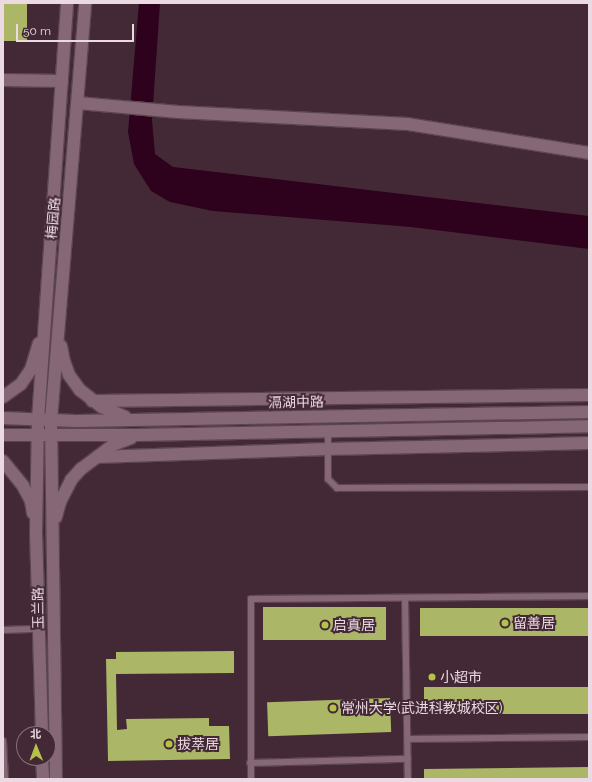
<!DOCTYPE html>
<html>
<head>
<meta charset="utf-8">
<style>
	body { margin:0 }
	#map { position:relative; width:592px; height:782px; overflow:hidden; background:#432936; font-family:Raleway,"Noto Sans SC",sans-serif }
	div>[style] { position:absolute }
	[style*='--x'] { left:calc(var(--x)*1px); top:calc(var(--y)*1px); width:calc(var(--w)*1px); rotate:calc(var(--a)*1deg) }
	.water>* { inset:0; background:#2e011c }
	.building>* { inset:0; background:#acb667; transform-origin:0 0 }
	.roads { filter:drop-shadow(1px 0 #5c4551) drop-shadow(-1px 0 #5c4551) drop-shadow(0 1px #5c4551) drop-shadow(0 -1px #5c4551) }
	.lane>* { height:6px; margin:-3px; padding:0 3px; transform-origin:3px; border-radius:3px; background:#866775 }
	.street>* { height:12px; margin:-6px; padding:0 6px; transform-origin:6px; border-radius:6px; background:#866775 }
	.secondary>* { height:12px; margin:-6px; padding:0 6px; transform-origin:6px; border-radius:6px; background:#866775 }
	.dots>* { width:11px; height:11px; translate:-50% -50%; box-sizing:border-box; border:2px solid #432936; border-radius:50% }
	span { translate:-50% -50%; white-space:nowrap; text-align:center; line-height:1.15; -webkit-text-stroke:4px #432936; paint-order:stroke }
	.street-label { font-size:14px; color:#ecdae2 }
	.poi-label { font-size:14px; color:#ecdae2 }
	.left { translate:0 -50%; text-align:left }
	.frame { position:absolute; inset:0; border:4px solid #ecdae2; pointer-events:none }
	.north { position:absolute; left:16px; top:726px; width:40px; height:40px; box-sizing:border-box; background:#432936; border:1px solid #87707b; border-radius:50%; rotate:359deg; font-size:11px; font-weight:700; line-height:16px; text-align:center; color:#ecdae2 }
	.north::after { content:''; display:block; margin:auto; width:14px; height:18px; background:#b5c249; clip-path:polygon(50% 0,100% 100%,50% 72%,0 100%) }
	.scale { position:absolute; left:16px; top:24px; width:118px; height:18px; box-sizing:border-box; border:2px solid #ecdae2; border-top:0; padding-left:5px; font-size:12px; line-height:14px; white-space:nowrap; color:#ecdae2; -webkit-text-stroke:3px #432936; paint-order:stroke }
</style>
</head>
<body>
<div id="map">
	<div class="water">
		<div style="clip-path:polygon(139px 3px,160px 3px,152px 120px,155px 154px,173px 167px,589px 216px,589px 249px,411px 227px,213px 211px,170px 202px,151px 191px,134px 164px,128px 132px)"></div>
	</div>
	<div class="building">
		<div style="left:3px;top:3px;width:24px;height:38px"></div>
		<div style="left:386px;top:607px;width:33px;height:123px;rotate:90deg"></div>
		<div style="left:589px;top:608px;width:28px;height:169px;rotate:90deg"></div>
		<div style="clip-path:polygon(234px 651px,234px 673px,116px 674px,117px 730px,127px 729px,126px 719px,209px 718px,209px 726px,229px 726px,230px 759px,108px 761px,106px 659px,116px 659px,116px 652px)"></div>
		<div style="left:589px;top:687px;width:27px;height:165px;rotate:90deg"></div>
		<div style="left:390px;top:698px;width:34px;height:123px;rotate:88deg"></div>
		<div style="clip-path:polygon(589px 767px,589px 779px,424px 779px,424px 769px)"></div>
	</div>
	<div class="roads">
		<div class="lane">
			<div style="--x:328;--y:431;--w:48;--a:90"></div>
			<div style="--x:328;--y:479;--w:13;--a:45"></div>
			<div style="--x:337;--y:488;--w:252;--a:-0.2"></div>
			<div style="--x:405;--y:598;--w:181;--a:89.1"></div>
			<div style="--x:3;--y:630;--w:36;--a:-2"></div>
			<div style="--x:408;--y:739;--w:181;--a:-0.6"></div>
			<div style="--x:3;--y:741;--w:38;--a:87"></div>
			<div style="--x:250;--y:763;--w:158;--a:-1.5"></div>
			<div style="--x:251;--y:779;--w:180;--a:-90"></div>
			<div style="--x:251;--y:599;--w:338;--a:-0.5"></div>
		</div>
		<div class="street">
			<div style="--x:3;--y:80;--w:59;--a:1"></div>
			<div style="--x:78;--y:103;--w:101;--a:5.1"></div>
			<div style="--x:179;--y:112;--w:229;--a:3"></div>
			<div style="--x:408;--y:124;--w:183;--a:9.1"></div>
		</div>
		<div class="secondary">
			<div style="--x:61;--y:346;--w:15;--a:79"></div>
			<div style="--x:64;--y:361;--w:15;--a:70"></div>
			<div style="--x:69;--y:375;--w:19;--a:54"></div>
			<div style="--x:80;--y:390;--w:28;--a:38"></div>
			<div style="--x:102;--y:407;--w:25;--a:23"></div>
			<div style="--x:3;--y:397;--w:22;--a:-36"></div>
			<div style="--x:21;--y:384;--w:18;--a:-56"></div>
			<div style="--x:31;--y:369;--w:27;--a:-73"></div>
			<div style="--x:92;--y:401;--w:497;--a:-0.7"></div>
			<div style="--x:3;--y:418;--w:73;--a:2.4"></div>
			<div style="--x:76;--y:421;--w:513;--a:-1.01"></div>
			<div style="--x:3;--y:435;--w:134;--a:0"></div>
			<div style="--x:137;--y:435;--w:452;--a:-1.1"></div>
			<div style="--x:97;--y:457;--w:231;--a:-2"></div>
			<div style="--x:328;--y:449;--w:261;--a:-1.3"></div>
			<div style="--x:3;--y:461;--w:32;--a:51"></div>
			<div style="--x:23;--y:486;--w:17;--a:62"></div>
			<div style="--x:31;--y:501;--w:12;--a:81"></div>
			<div style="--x:56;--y:517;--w:16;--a:-75"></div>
			<div style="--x:60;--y:502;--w:25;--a:-63"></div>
			<div style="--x:71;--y:480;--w:15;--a:-48"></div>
			<div style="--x:81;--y:469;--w:40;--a:-37"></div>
			<div style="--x:113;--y:445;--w:19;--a:-21"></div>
			<div style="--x:42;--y:734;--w:201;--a:-91.7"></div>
			<div style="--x:36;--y:533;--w:113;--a:-89"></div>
			<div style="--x:38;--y:420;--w:418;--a:-86"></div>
			<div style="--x:42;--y:758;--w:21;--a:87"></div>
			<div style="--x:56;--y:779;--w:359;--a:-90.8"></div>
			<div style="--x:51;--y:420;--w:418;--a:-85.3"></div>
		</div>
	</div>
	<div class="dots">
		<div style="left:505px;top:623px;background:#b5c249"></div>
		<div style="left:325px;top:625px;background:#b5c249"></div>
		<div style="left:432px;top:677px;background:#b5c249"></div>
		<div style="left:333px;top:708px;background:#b5c249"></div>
		<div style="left:169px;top:744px;background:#b5c249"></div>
	</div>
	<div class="street-label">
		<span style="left:53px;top:218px;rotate:-85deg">梅园路</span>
		<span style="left:296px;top:402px;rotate:-1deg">滆湖中路</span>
		<span style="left:38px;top:608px;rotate:-91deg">玉兰路</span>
	</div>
	<div class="poi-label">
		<span class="left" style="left:513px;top:623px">留善居</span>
		<span class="left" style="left:333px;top:625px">启真居</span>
		<span class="left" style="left:440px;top:677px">小超市</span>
		<span class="left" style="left:341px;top:708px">常州大学(武进科教城校区)</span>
		<span class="left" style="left:177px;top:744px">拔萃居</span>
	</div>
	<div class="frame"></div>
	<div class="north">北</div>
	<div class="scale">50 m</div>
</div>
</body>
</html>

===

EXERCISE DIRECTIONS:
All lines in the listing above that contain "lane" should be shown.

WRITTEN RESPONSE:
	.lane>* { height:6px; margin:-3px; padding:0 3px; transform-origin:3px; border-radius:3px; background:#866775 }
		<div class="lane">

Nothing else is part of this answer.